#### [Work task]
Every line containing the string "halo" should be returned from the records.

◆ ◆ ◆ ◆ ◆ ◆ ◆

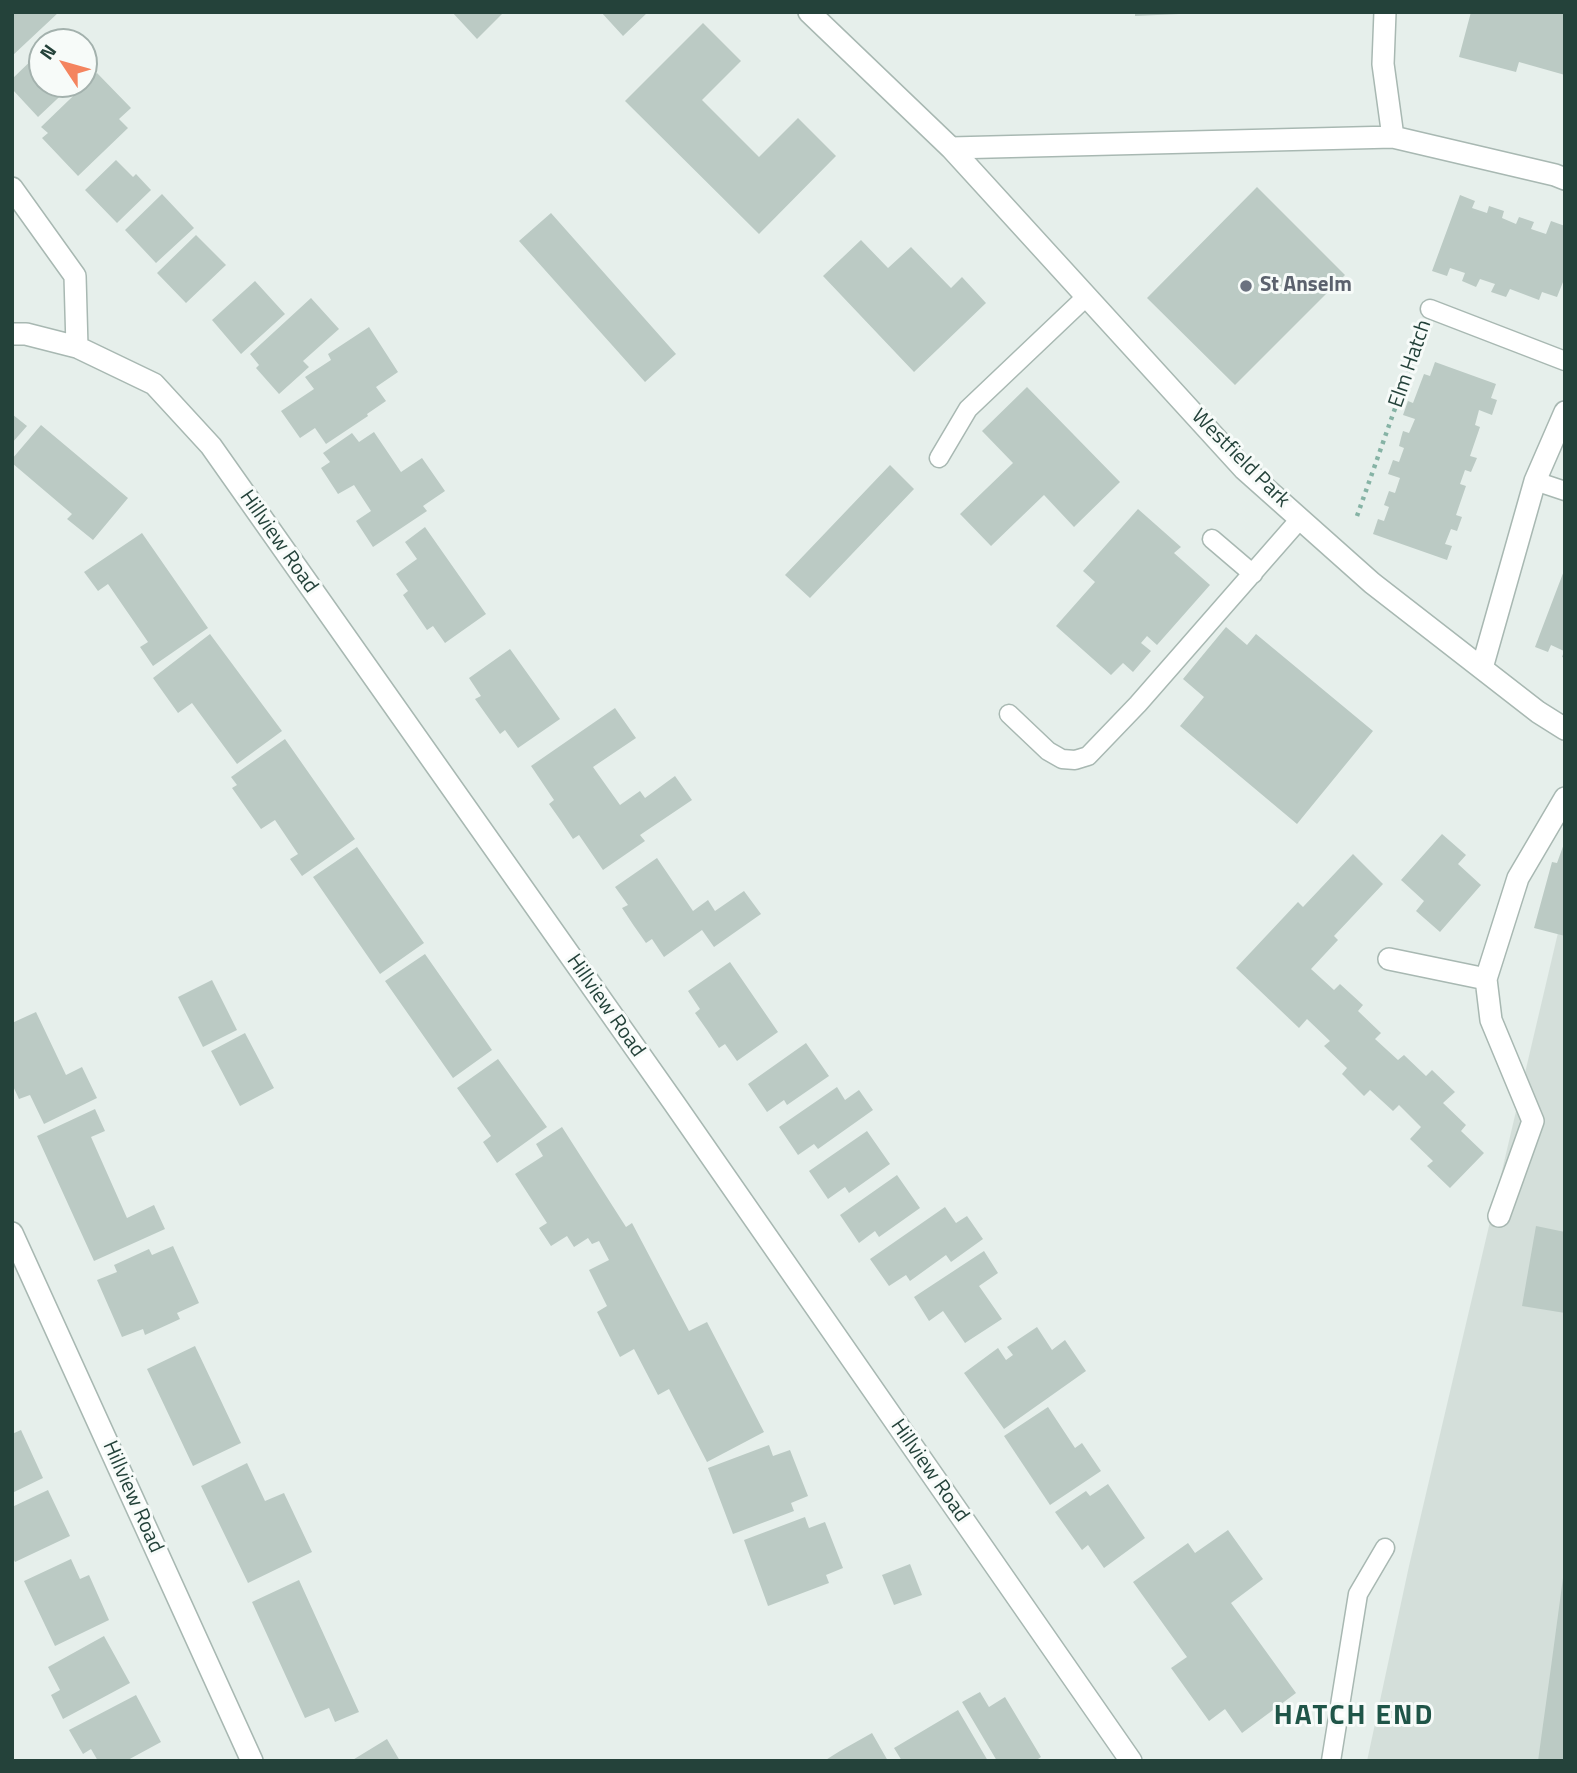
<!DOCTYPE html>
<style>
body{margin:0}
#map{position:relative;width:1577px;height:1773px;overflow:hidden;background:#e6efeb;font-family:"Titillium Web",sans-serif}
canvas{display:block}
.frame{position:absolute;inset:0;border:14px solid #24423a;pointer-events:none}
.north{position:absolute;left:28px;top:28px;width:70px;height:70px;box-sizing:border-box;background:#f7fbf9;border:2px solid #a3b1ad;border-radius:50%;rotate:306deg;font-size:19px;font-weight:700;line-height:28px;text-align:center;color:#24423a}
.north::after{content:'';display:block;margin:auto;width:24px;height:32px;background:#f4845f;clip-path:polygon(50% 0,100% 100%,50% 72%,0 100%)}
</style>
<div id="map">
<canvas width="1577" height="1773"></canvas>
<div class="frame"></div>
<div class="north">N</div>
</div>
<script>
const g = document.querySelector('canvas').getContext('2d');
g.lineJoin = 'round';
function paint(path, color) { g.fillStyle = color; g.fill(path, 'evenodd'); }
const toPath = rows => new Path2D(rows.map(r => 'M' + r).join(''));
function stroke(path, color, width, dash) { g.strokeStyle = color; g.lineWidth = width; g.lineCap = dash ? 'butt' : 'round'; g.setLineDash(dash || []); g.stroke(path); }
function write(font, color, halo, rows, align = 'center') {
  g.font = font + ' "Titillium Web",sans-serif'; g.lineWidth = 6; g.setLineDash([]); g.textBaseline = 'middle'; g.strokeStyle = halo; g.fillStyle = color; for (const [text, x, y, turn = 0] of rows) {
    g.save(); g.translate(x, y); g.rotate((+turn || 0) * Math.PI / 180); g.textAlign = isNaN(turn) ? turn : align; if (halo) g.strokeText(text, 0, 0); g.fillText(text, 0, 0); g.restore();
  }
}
paint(toPath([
 [1565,903,1565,1761,1367,1761,1409,1566]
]), '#d4dfda');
paint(toPath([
 [12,12,59,12,12,56],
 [452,12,504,12,477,39],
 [601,12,648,12,623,36],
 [1135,12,1179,12,1179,14,1135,16],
 [1471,12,1565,12,1565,75,1519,62,1516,72,1459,57],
 [703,23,741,61,702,100,759,157,798,118,836,156,759,234,625,101],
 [42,50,42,84,73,84,38,117,12,89,12,79],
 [97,73,131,108,119,119,128,128,78,176,42,138,48,133,41,127],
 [116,160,133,177,136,174,151,190,117,223,85,190],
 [1257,187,1345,275,1235,385,1147,298],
 [162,194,194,228,156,263,125,230],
 [1460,195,1475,201,1472,208,1487,213,1489,206,1504,211,1502,218,1516,224,1519,217,1534,222,1531,229,1546,234,1551,221,1565,226,1565,277,1557,297,1542,292,1539,300,1510,289,1506,297,1491,292,1495,284,1480,279,1476,287,1462,281,1465,273,1450,268,1447,276,1432,271],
 [551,213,676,354,645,382,519,241],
 [196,235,226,265,186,303,157,273],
 [861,240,888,268,911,247,951,288,962,277,986,303,914,372,823,276],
 [255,281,285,314,241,354,212,320],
 [311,298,339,329,303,361,309,367,279,394,256,368,259,365,250,354],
 [369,327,398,372,376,387,386,401,367,414,368,416,326,444,315,428,300,438,281,411,314,389,305,377,331,360,328,354],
 [1435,362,1496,384,1491,398,1497,400,1492,415,1479,410,1475,425,1480,427,1470,456,1477,458,1471,472,1465,470,1460,484,1466,486,1456,515,1462,517,1457,531,1451,529,1445,544,1452,546,1447,560,1373,534,1378,519,1384,521,1389,507,1384,505,1389,491,1395,493,1400,478,1388,474,1393,460,1399,462,1404,448,1399,446,1401,438,1403,431,1409,433,1415,419,1403,415,1408,401,1413,403,1424,374,1430,376],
 [1027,387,1120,482,1074,527,1044,495,991,546,960,514,1013,463,982,431],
 [12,414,27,426,12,443],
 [41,425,128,498,93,540,67,519,72,514,12,463,12,459],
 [374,432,401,472,422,458,445,491,423,506,427,511,373,547,356,521,371,511,354,485,338,494,321,468,330,462,323,453,352,433,359,442],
 [890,465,914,489,810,598,785,575],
 [1138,509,1181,547,1174,553,1210,585,1157,645,1147,636,1141,643,1151,651,1133,672,1123,663,1111,675,1056,626,1095,582,1083,571],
 [425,527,486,614,445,643,433,626,427,630,403,595,408,591,396,574,417,559,405,542],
 [142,533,208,628,153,666,140,647,148,642,108,584,98,591,84,572],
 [1565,568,1565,658,1562,657,1564,651,1551,645,1548,652,1535,647],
 [1226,627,1247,645,1256,634,1373,731,1297,824,1180,726,1204,697,1183,679],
 [210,634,282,731,237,764,192,703,178,713,153,678],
 [510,649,560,719,518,748,505,730,500,734,475,699,481,696,469,678],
 [615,708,636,738,593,767,620,805,640,791,645,798,675,776,692,800,640,835,645,841,603,870,579,835,573,839,561,821,549,804,554,800,531,766],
 [285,739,355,839,302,876,290,859,298,854,275,820,261,829,232,788,237,785,231,777],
 [1442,834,1466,855,1458,864,1481,885,1440,932,1416,911,1424,901,1401,880],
 [1565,841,1565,936,1534,928,1552,862,1557,863],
 [357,847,424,943,380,974,313,877],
 [1353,854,1383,884,1334,936,1338,940,1311,969,1334,990,1340,984,1363,1005,1358,1011,1381,1033,1375,1039,1398,1060,1404,1055,1426,1076,1432,1070,1455,1092,1443,1103,1466,1125,1461,1131,1484,1153,1450,1188,1427,1166,1433,1161,1410,1139,1421,1127,1399,1105,1393,1111,1370,1090,1364,1096,1342,1074,1347,1068,1324,1046,1330,1041,1307,1019,1299,1028,1236,968,1298,902,1303,907],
 [657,858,693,911,708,900,715,911,744,891,761,914,714,947,702,930,664,957,652,939,646,943,634,926,622,908,628,905,615,887],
 [425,954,492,1050,453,1078,385,981],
 [730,962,778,1032,737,1061,725,1044,719,1048,707,1030,695,1013,700,1009,688,991],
 [212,980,237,1030,203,1047,178,997],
 [36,1012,66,1075,82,1067,97,1098,44,1124,30,1095,19,1099,12,1084,12,1023],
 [245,1033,274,1088,240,1106,211,1051],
 [806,1043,829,1076,787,1105,784,1100,767,1112,748,1084],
 [498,1059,547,1127,497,1163,483,1142,491,1136,457,1088],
 [837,1087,845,1100,859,1090,873,1110,818,1149,814,1144,798,1155,779,1127],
 [95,1109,105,1131,91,1137,127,1218,154,1205,165,1229,94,1261,37,1136],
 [562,1127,626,1227,632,1223,689,1331,707,1322,764,1432,707,1462,669,1389,658,1395,634,1349,620,1357,597,1312,607,1306,589,1270,609,1260,599,1241,592,1244,588,1238,574,1247,567,1236,551,1246,539,1228,547,1223,515,1174,543,1156,536,1144],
 [867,1131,890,1164,849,1193,845,1187,828,1199,809,1171],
 [897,1175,920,1208,879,1237,875,1231,859,1243,840,1215],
 [945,1207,956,1223,967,1216,983,1239,951,1262,946,1255,910,1281,906,1275,889,1286,870,1259],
 [1536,1226,1565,1232,1565,1313,1522,1306],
 [173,1246,199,1303,177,1313,180,1319,145,1335,143,1329,122,1337,97,1280,117,1272,114,1265,149,1249,152,1255],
 [984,1251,998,1273,979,1286,1002,1319,965,1343,943,1311,929,1321,914,1297],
 [1037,1327,1052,1350,1065,1340,1086,1371,1004,1429,964,1373,998,1348,1006,1360,1013,1355,1007,1347],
 [195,1346,241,1443,193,1466,147,1369],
 [1048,1407,1075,1448,1082,1443,1101,1471,1050,1505,1004,1436],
 [21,1430,43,1478,12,1493,12,1434],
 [769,1445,773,1456,790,1450,808,1496,791,1503,794,1511,733,1534,708,1468],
 [247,1463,265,1501,284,1493,312,1552,248,1583,201,1486],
 [1108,1484,1145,1538,1104,1568,1088,1545,1082,1550,1055,1512,1086,1491,1090,1496],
 [48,1490,70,1536,15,1562,12,1556,12,1507],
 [805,1517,809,1528,825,1522,843,1568,826,1575,829,1583,768,1606,744,1540],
 [1228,1530,1263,1579,1231,1603,1296,1693,1242,1733,1225,1709,1209,1721,1171,1668,1187,1657,1133,1582,1188,1543,1195,1553],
 [71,1559,80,1579,89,1575,109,1620,55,1646,24,1581],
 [910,1564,922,1595,894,1605,882,1575],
 [1563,1578,1565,1761,1538,1761,1551,1667],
 [299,1580,359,1712,335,1722,329,1708,305,1718,252,1602],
 [104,1636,130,1683,63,1719,51,1695,60,1690,48,1667],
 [980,1692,989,1707,1005,1697,1041,1757,1035,1761,997,1761,962,1702],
 [136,1695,161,1742,126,1761,98,1761,91,1749,83,1754,69,1730],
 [958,1710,988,1761,902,1761,894,1748],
 [872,1733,888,1761,824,1761,840,1751],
 [387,1739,400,1761,351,1761]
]), '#bbcac4');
const lane = toPath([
 [1430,309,1565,361],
 [939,458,968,409,1087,296],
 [1535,481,1565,491],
 [1212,539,1253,574],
 [1009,714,1048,751,1062,759,1075,760,1088,756,1138,704,1300,519],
 [1331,1761,1358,1594,1385,1548]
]);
const street = toPath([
 [809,12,951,148,1244,469,1372,583,1538,712,1565,729],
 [1385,12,1383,64,1393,137],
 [951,148,1393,137,1555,175,1565,179],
 [12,188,75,276,77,347],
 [12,334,26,334,77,347,154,384,211,446,674,1103,1131,1761],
 [1482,668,1535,481,1565,412],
 [1389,959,1486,979,1491,1020,1533,1121,1499,1216],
 [1486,979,1518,878,1565,798],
 [12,1233,252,1761]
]);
stroke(lane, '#a8b8b2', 21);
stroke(street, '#a8b8b2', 24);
stroke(toPath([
 [1357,516,1421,335]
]), '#86b3a5', 4.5, [3.5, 5]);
stroke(lane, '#fff', 18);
stroke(street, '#fff', 21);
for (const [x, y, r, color] of [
 [1246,286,7,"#6b7280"]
]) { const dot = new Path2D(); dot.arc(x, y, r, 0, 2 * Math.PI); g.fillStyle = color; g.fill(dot); stroke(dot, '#f7fbf9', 2.5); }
write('bold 21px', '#5b616d', '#f7fbf9', [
 ["St Anselm",1260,286]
], 'left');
write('21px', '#24423a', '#f7fbf9', [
 ["Elm Hatch",1411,364,-71],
 ["Westfield Park",1240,459,45],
 ["Hillview Road",278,542,55],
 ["Hillview Road",605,1006,55],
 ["Hillview Road",929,1471,55],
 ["Hillview Road",132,1497,66]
]);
g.letterSpacing = '2px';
write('bold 28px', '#1f5548', '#f7fbf9', [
 ["HATCH END",1354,1717]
]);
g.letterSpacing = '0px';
</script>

◆ ◆ ◆ ◆ ◆ ◆ ◆

#### [The answer]
function write(font, color, halo, rows, align = 'center') {
  g.font = font + ' "Titillium Web",sans-serif'; g.lineWidth = 6; g.setLineDash([]); g.textBaseline = 'middle'; g.strokeStyle = halo; g.fillStyle = color; for (const [text, x, y, turn = 0] of rows) {
    g.save(); g.translate(x, y); g.rotate((+turn || 0) * Math.PI / 180); g.textAlign = isNaN(turn) ? turn : align; if (halo) g.strokeText(text, 0, 0); g.fillText(text, 0, 0); g.restore();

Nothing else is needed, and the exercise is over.